Advantages of Lean Marketing
As you can see, you can start applying Lean Marketing in your organization right now. The problem isn’t so much of tools but of processes. But if you decide to propose your marketing strategies based on the Lean Startup methodology, you can take advantage of the following points:
Reducing costs
The normal reaction is to look for a global approach if you don’t use Lean Marketing. Do not apply it until it is fully formed. Unfortunately, you aren’t sure if it’s going to work. How can Instagram be used to generate organic content? Should You Create an Automated SMS Marketing Strategy? Are you aware of the type of messages that make your users loyal?

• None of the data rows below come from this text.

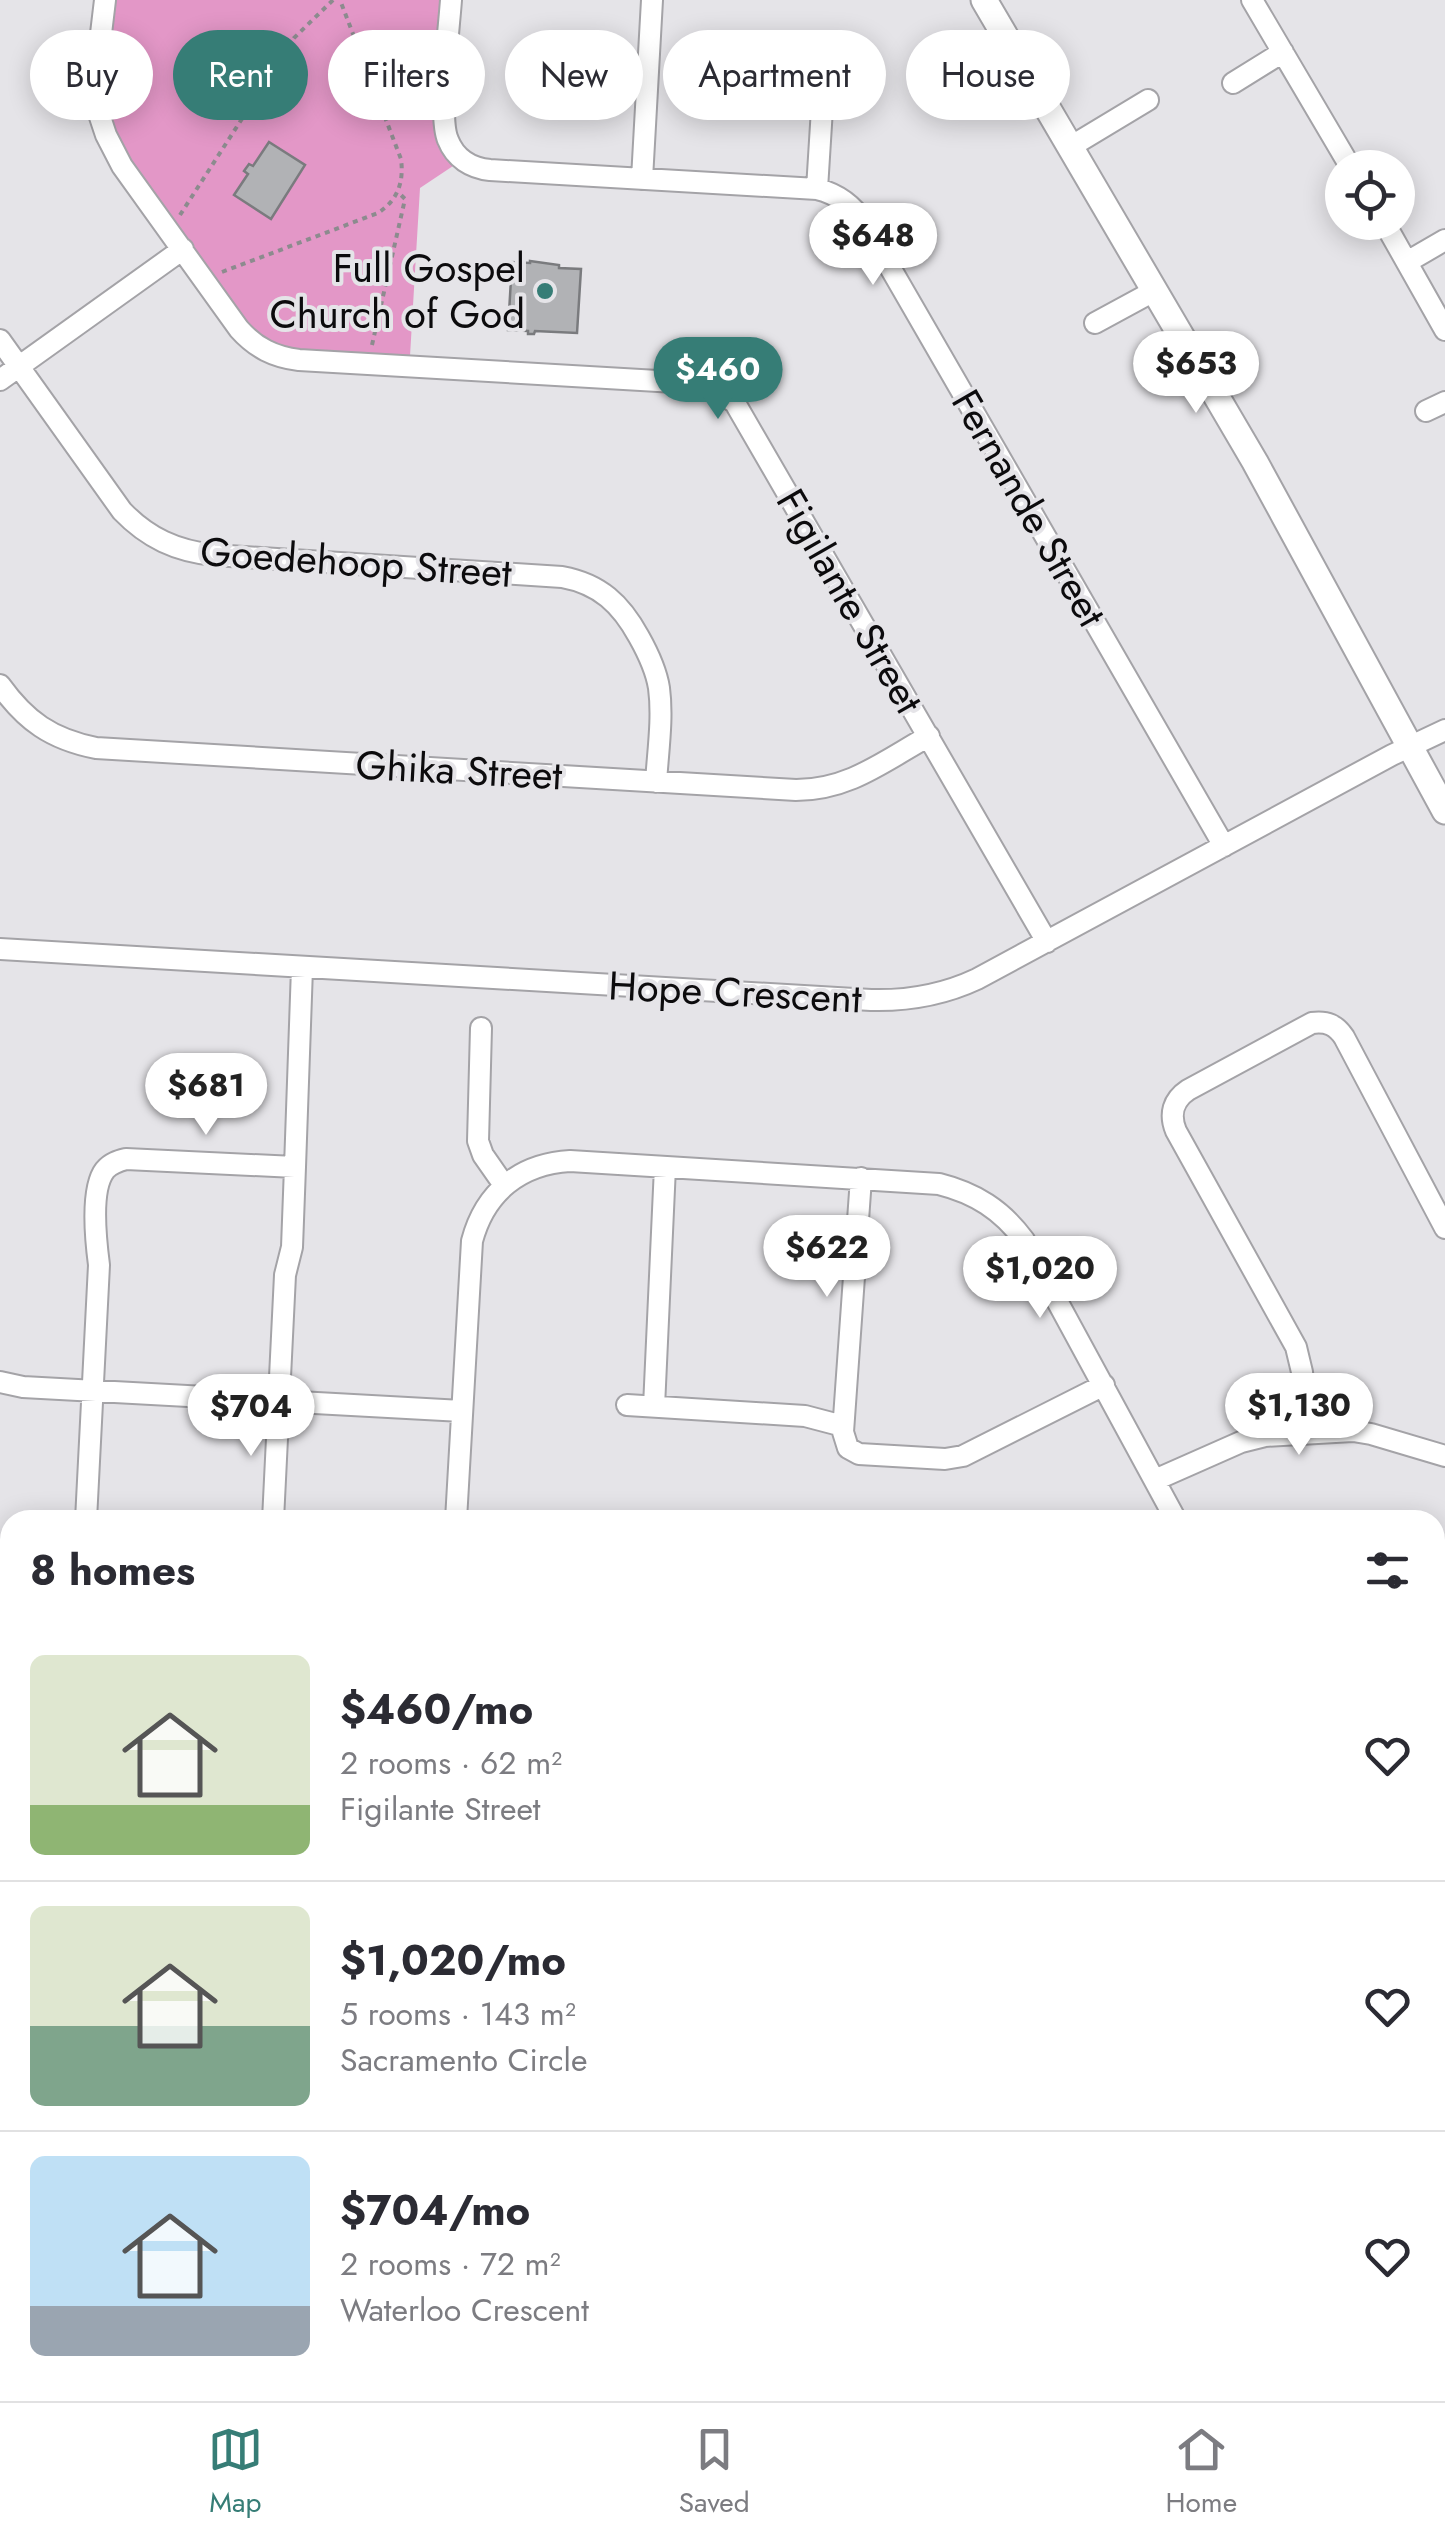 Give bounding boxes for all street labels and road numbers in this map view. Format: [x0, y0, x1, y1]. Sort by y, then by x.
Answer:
street label: Fernande Street [938, 379, 1121, 638]
street label: Figilante Street [762, 478, 938, 724]
street label: Goedehoop Street [198, 522, 514, 602]
street label: Ghika Street [354, 736, 564, 804]
street label: Hope Crescent [607, 956, 863, 1028]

You will not know the answer to these questions and many others until you put your strategy in motion. By applying Lean Marketing, you can go step by step allowing you to validate each of the actions with the consequent savings in investment.
You contact customers more quickly
It’s clear that the sooner you know the intentions of the users, the better you will adapt your strategies. When you start from a variety of hypotheses and contrast them one at a time, you will quickly discover who has to buy what you offer.
You will be in contact with users from the very beginning, which will even motivate you to form long-lasting relationships with those clients who are most important to you.
Get validated learning
The key to Lean Marketing is the following principle: It isn’t just about learning from each iteration, you will also learn about global issues with this set. Your results will be more factual after being verified by the users themselves.
Although it may seem otherwise, the truth is that Lean Marketing will bring a cruising speed to your approaches. Lean Startup methodology is influenced by agile, scrum, and other methodologies.
Segment better
One of the keys to current digital marketing is segmentation. Throughout the years, many brands have attempted this, with few brands succeeding.
Everyone knows the importance of showing the right message on the right channel at the right time to the user who is waiting for it, however there are many variables at play to achieve this.
By applying Lean Marketing, you can create tests for different segments. Their validation will mark you new paths that you will open because you have listened to them.
Lean Marketing y Growth Hacking
The Lean Marketing methodology acquires all the meaning related to growth marketing. By using a combination of marketing and programming, we are looking to achieve rapid and exponential growth.
Also born in the startup environment, growth hacking is a concept created by Sean Ellis. It focuses on the execution of many small experiments, in some cases bordering on the limit of legality. And for this it is necessary to pool engineering knowledge, but also to be very creative.
Without creativity it’s impossible to achieve the virality that growth marketing aims to achieve. Isn’t it creative to send a photographer to get quality images of the spaces that are promoted on Airbnb? And without engineering knowledge, this platform would not have been able to “hack” the Craigslist listings to get its first users.